Once inside, you are faced with the results of a nine-year, $275 million facelift. Machado and Silvetti Associates and SPF:architects have reconfigured and refurbished J. Paul Getty’s old Villa, which itself sought to imitate the Villa dei Papiri, an ancient Roman home in Pompeii. The current renovation upgrades the entire space to more accurately reflect the “original” Roman estate. The architects have overhauled security features, reoriented the gardens, redesigned the tile work (a particularly awe-inspiring element), and added a cafe, gift shop, offices, learning and research spaces, an outdoor theater and many other improvements.
While I usually don’t go for museum tours as they tend to make one feel more bovine than human, I did enjoy the Getty orientation tour and I recommend it to anyone interested in the museum’s architecture.

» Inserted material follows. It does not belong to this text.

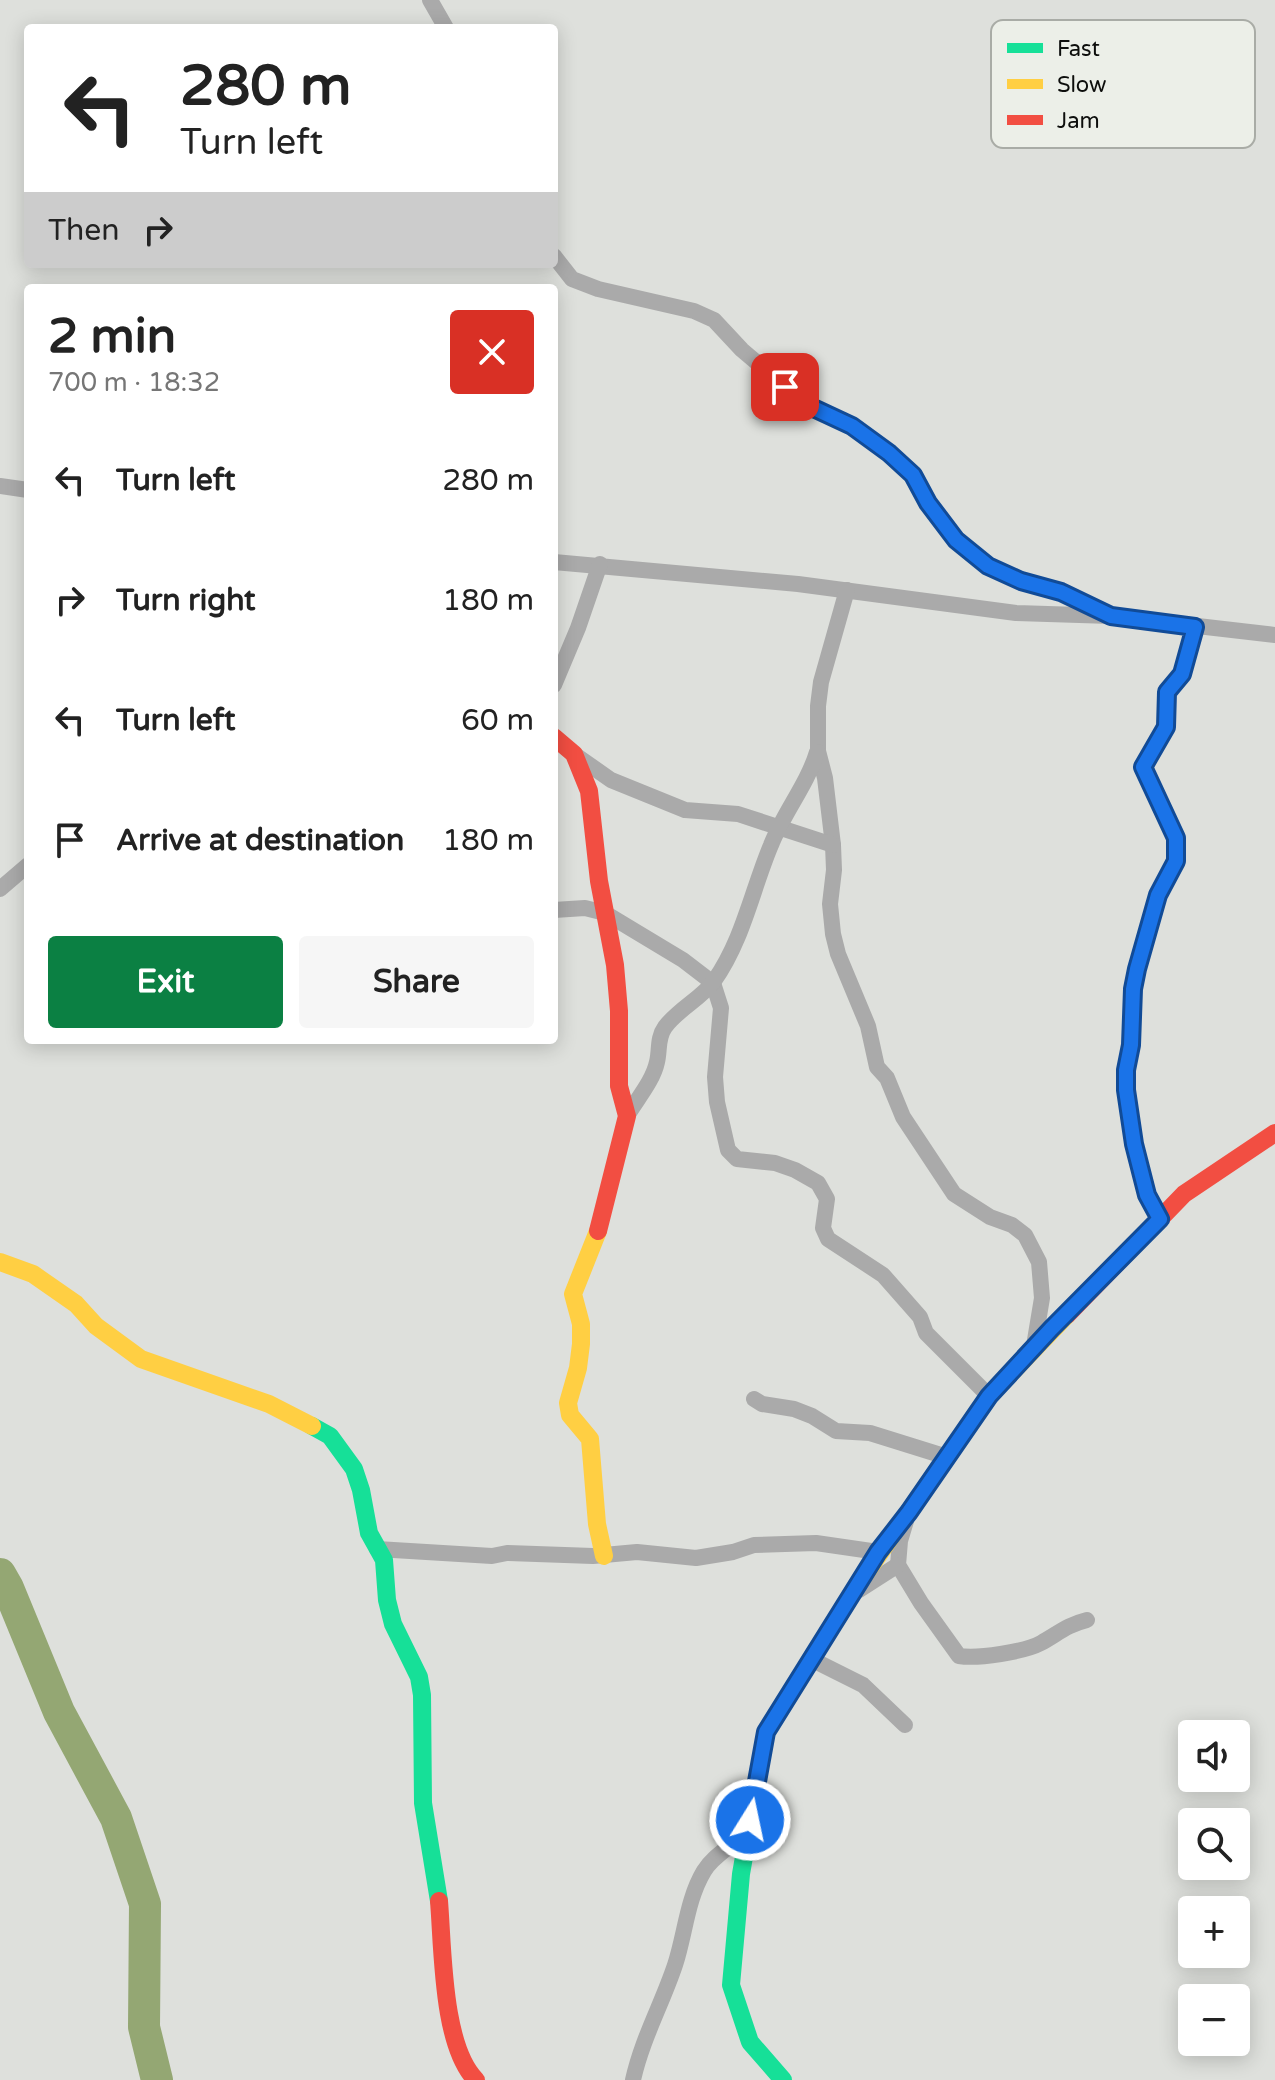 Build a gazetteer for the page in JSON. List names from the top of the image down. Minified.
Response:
{"legend":["Fast","Slow","Jam"],"page":{"turn":["280 m","Turn left"],"then":"Then","heading":["2 min","700 m · 18:32"],"list":[{"name":"Turn left","value":"280 m"},{"name":"Turn right","value":"180 m"},{"name":"Turn left","value":"60 m"},{"name":"Arrive at destination","value":"180 m"}],"buttons":["Exit","Share"],"map_buttons":["+","−"]}} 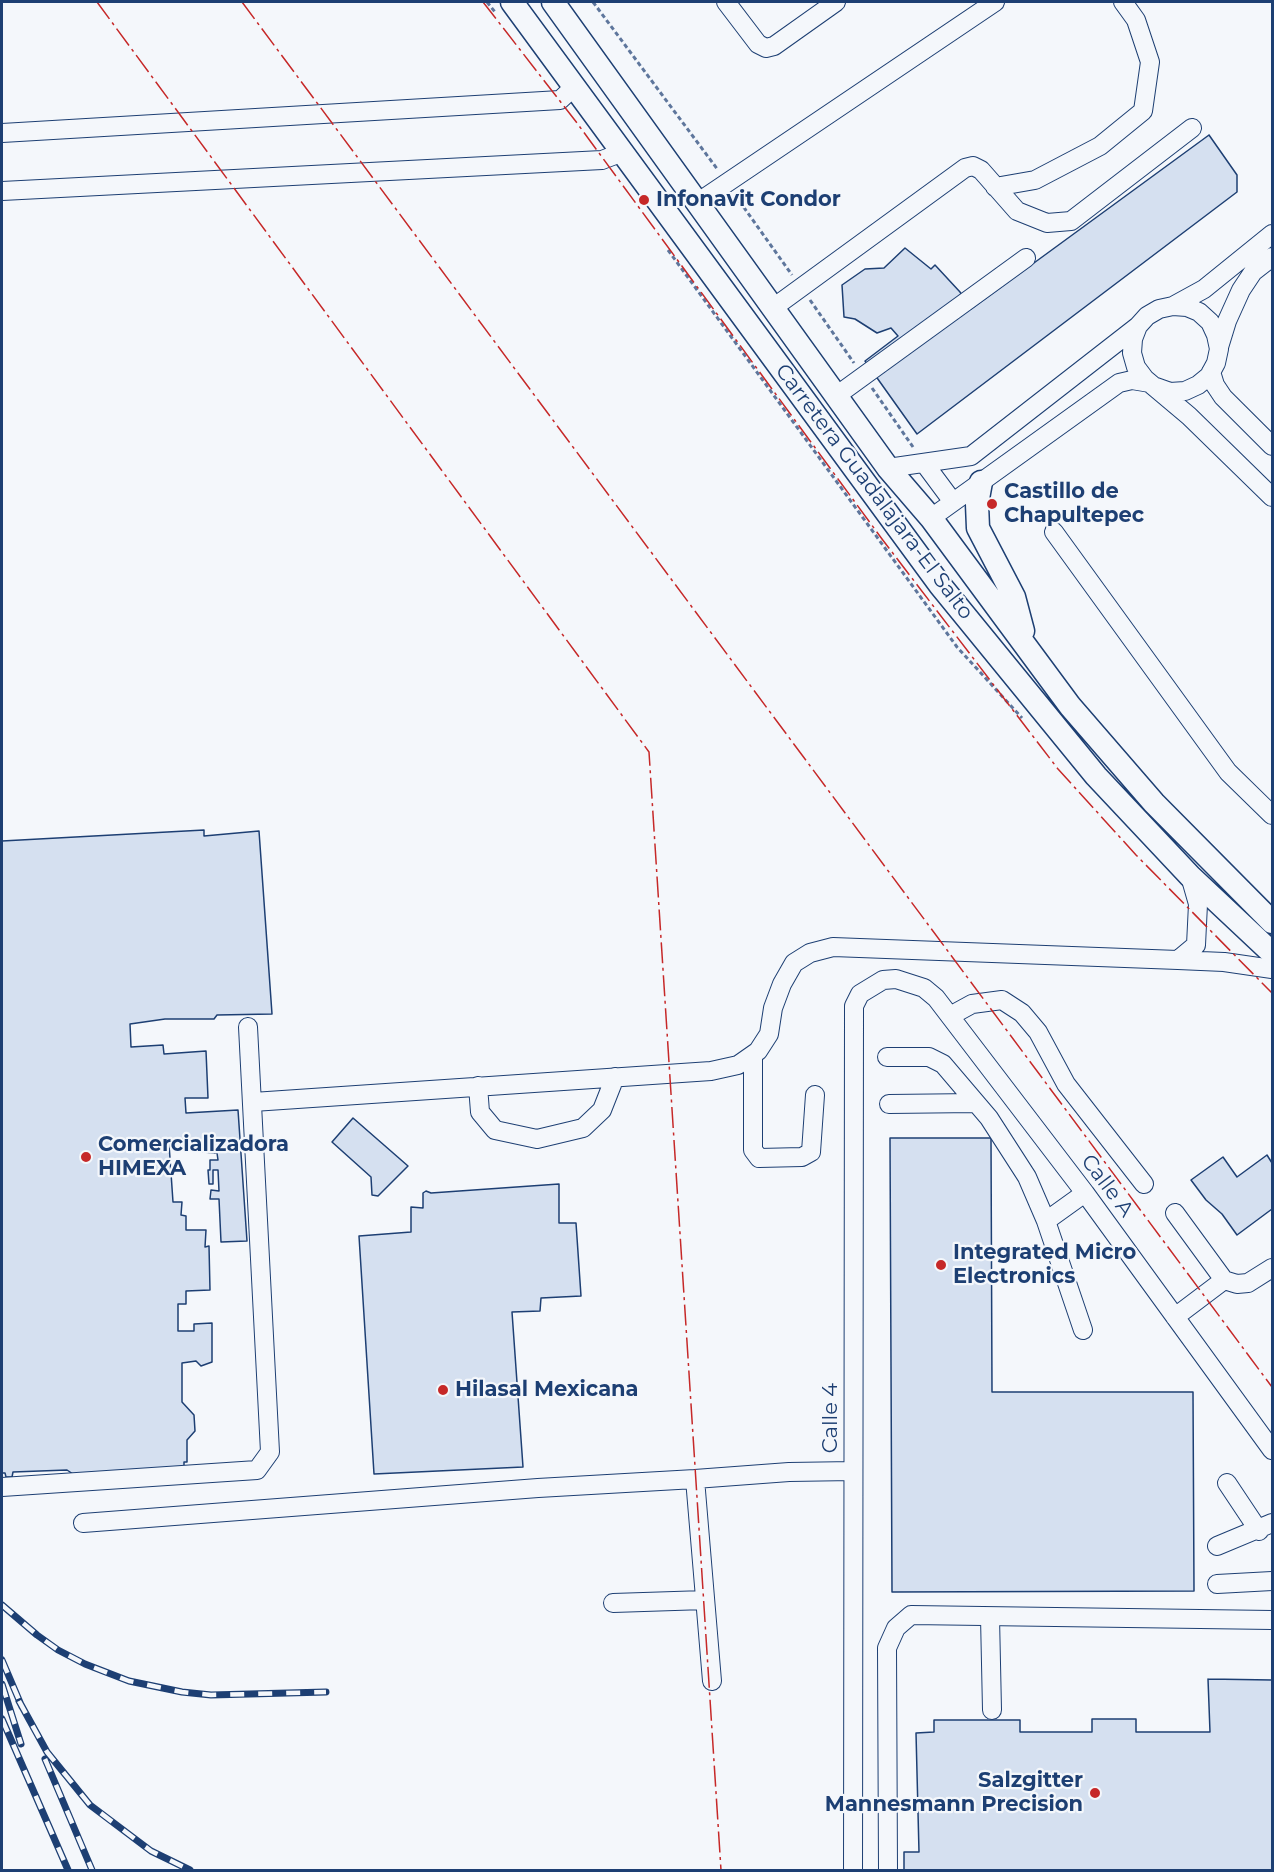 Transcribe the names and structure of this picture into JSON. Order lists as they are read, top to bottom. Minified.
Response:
{"streets":{"main road":["Carretera Guadalajara-El Salto"],"street":["Calle A","Calle 4"]},"crossings":[["Calle A","Calle 4"]],"places":["Infonavit Condor","Castillo de Chapultepec","Comercializadora HIMEXA","Integrated Micro Electronics","Hilasal Mexicana","Salzgitter Mannesmann Precision"]}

If you are as fortunate as I was, you will stumble upon a guide who has taken a personal tour of the Villa with the architects themselves. Asked which part of the renovation he likes best, my tour guide, Patrick, told me he appreciates the addition of the outdoor Grecian style theater. “Its perfect for L.A. This city is all about entertainment,” he says with a triumphant smile. The Barbara and Lawrence Fleischman Theater (yep, the same Fleischmans mentioned above), faces the Museum and puts it on stage, making it both actor and backdrop for the Getty’s series of outdoor performances.
Upon entering the Atrium, the first room in the Villa, I was struck by the compluvium, a skylight opening to the crystal clear heavens above. It’s closed when it rains which is a shame because I’m sure it would be quite a sight to see the raindrops falling into the impluvium, a small basin in the floor below. The Inner Peristyle, an open courtyard in the center of the museum, contains an enchanting fountain orbited by reproductions of five female statues originally found in the Villa dei Papiri. One statue is missing because, according to Patrick, “They can’t find it. But they’re having it remade”-an apt decision for this, a museum remade to look like a re-imagined Roman home. Continuing into the East Garden at the back of the house, my jaw dropped at the sight of a polychromatic mosaic fountain which itself was worth the trip to Malibu.
After perusing the reproductions of gorgeous nude athletes, Gods, and satyrs in the Outer Peristyle gardens, I surreptitiously ran my fingers over the exquisite trompe l’oeil paintings ringing the walls of the portico. These luscious, almost ostentatious, walls need some dirtying up. Seriously, the cleanliness and newness of the entire Villa is eerie. So much so that any intrusion of the “present day,” like a plastic yellow cone warning a careless visitor not to slip and fall (and sue), jolts one back into the 21st Century, the equivalent of art-historical whiplash.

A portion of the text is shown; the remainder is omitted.